### [ACTIVITY]
Write out the following listing in full, exactly as it reads.

PROVIDED DATA: Begin

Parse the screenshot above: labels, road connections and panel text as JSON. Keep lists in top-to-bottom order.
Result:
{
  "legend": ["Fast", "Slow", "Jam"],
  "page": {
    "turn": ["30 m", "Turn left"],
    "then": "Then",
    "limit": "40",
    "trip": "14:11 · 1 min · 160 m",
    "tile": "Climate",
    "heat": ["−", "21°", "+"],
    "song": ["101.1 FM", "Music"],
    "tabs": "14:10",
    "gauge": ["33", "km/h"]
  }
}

PROVIDED DATA: End

### [EXERCISE RESULT]
Parse the screenshot above: labels, road connections and panel text as JSON. Keep lists in top-to-bottom order.
Result:
{
  "legend": ["Fast", "Slow", "Jam"],
  "page": {
    "turn": ["30 m", "Turn left"],
    "then": "Then",
    "limit": "40",
    "trip": "14:11 · 1 min · 160 m",
    "tile": "Climate",
    "heat": ["−", "21°", "+"],
    "song": ["101.1 FM", "Music"],
    "tabs": "14:10",
    "gauge": ["33", "km/h"]
  }
}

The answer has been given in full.